A uniquely structured, experimental, dramatic evocation of the man and his ideas through poetry and songs without narrative intervention; a radical fusion employing a lyrical and percussive soundscape, movement and visual image, choral and individual voices, for the first time presenting a holistic and seamless view of the poet and songwriter in a new and challenging dramatic whole.

A fully embodied, full-blooded enactment of the ‘Radical Road’ which Henderson dedicated his life to, offering us a fresh and vital perspective on who we are, where we came from and how we might move forward by embracing Henderson’s vision of a people’s culture: a new democratic art for here and now.

Scripted and directed by Raymond Raszkowski Ross
Musical director Alastair McDonald
Starring Isabella Jarrett, Alastair McDonald, Gavin Paul, Vanda De Luca
‘One of the most thrilling evenings in the theatre I’ve had for years... don’t miss it, it’s brilliant.
If I could give it six stars, I would!’ (TheWeeReview.com).
‘Ebullient encapsulation of Henderson's socially engaged internationalist imagination’ (Herald).

12th – 27th August – 8 pm (50 mins) – £12 (£10) | £ 8.00 Aug 12th only
The Netherbow Theatre at Fringe
Booking:
www.scottishstorytellingcentre.co.uk - 0131 556 9579
www.edfringe.com




World Premiere ARANDORA STAR Theatre Objektiv

By Raymond Raszkowski Ross
Directed by Donald Smith

A vibrant, evocative full-length drama about the controversial sinking of the SS Arandora Star on July 2nd 1940, in which some 700 ‘enemy aliens’, many of them Scottish-Italians, lost their lives while being transported to Canada by the British Government.

A strong ensemble cast enact a Dantesque passion of love, hope and determination.

We are in the midst of muddle, mishap and mess; of preconceptions and prejudice; of war-time exigencies and political misadventure; as well as of ‘cover up’ and suppression; but, equally and perhaps more importantly, Arandora Star is about empathy and understanding, innocence and ideals, shared laughter in the face of adversity, loyalty and common humanity.

The ship on which we sail symbolises the truth of all war: most victims are innocent civilian non-combatants.

“Collar the lot!” Churchill had ordered when Mussolini declared war on June 10th 1940; and collar them they did.
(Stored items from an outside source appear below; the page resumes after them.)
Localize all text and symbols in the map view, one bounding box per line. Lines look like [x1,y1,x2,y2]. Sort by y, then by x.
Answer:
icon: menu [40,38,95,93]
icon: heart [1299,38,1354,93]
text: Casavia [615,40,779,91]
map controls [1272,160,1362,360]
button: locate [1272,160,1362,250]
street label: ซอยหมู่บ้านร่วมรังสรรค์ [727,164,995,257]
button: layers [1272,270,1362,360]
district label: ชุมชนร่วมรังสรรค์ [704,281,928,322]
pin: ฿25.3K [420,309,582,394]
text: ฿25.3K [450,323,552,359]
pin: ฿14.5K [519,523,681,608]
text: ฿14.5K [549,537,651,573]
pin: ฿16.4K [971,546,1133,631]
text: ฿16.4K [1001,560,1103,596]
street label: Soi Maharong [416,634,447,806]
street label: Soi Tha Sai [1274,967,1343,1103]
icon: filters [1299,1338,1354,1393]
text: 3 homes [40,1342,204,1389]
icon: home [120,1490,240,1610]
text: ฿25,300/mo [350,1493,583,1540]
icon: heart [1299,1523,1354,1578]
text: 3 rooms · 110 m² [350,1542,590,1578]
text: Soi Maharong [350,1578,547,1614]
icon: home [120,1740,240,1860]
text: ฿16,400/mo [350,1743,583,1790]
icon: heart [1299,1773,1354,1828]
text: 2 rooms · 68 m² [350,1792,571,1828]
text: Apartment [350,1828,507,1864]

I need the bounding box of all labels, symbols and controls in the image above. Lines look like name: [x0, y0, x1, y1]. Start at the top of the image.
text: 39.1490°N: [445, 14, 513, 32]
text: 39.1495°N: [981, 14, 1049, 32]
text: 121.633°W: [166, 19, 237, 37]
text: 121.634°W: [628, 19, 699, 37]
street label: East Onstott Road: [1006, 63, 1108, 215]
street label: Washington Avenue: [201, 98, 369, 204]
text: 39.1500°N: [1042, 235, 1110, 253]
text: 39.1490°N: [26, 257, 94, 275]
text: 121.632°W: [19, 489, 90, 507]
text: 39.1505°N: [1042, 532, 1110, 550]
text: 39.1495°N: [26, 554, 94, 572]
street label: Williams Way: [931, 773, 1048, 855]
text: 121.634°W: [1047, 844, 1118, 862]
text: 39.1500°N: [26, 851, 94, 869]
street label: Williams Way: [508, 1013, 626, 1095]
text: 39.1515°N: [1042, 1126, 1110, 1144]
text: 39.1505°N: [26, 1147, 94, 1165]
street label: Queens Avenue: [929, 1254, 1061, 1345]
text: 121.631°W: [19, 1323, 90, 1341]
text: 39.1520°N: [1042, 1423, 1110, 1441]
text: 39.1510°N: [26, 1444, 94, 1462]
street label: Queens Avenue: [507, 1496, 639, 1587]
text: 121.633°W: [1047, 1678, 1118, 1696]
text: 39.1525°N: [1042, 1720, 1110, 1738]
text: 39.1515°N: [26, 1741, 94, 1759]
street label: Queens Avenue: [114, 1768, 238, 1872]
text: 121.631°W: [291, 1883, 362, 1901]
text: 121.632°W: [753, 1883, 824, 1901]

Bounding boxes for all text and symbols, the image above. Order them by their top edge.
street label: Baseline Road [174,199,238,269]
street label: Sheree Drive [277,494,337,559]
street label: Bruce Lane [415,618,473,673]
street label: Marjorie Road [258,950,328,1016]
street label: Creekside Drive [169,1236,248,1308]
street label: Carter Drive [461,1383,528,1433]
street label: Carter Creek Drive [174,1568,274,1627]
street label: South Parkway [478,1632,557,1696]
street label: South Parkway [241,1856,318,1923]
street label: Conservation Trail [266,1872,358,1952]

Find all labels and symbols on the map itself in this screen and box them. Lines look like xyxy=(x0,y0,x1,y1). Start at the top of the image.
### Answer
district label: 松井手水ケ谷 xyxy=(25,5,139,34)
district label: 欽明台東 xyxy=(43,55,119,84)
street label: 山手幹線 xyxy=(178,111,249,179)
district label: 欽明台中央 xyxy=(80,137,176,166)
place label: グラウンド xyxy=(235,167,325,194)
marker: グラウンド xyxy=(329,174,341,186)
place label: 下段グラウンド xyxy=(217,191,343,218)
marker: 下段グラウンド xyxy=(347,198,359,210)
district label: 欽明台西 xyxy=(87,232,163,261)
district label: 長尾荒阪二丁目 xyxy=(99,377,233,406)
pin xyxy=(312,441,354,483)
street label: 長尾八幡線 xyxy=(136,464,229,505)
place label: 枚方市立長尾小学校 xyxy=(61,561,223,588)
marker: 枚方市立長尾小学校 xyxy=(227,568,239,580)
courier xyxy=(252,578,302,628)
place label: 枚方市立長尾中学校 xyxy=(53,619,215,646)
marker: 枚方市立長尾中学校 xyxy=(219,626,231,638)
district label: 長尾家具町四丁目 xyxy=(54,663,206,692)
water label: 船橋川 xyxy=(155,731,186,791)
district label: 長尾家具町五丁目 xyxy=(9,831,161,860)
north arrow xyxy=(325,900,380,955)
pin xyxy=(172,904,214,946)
The Italian community in Scotland (Britain) was wrong-footed by Il Duce and they would pay a heavy price.

The time is surely ripe for a multi-cultural Scotland to acknowledge its debt and to embrace fully the dedication on the Arandora Star Memorial in the grounds of St Andrew’s Cathedral Glasgow: Non vi scorderemo mai – Never will we forget you.

Scottish Storytelling Centre 43-45 High Street Edinburgh EH1 1SR
Tue 22 – Sat 26 May 2018 7.30pm & 2pm (Sat 26 only)
1hr 40 (with interval) £12 (£10) (£9.50 SCS) 14+
0131 556 9579 www.scottishstorytellingcentre.co.uk

Arandora Star headlines Scots Italian Incontro, a special week of Scottish Italian events at the Storytelling Centre: talks, storytelling, poetry reading, dance workshops and exhibitions including a series of drawings by legendary Scottish painter Sandy Moffat illustrating Theatre Objektiv’s rehearsal process and live performances of the play.

PRESS RELEASE Arandora Star

Edinburgh-based Theatre Objektiv to stage a vibrant, evocative full-length drama about the controversial sinking of the SS Arandora Star, July 2nd 1940, in which some 700 “enemy aliens”, many of them Scottish-Italians, lost their lives while being forcibly transported to Canada by the British Government .

International significance and controversy
Arandora Star dramatises a subject of national and international significance, of historical and political importance and of contemporary cultural relevance; exploring our European inheritance at a time of great European – as well as National – debate.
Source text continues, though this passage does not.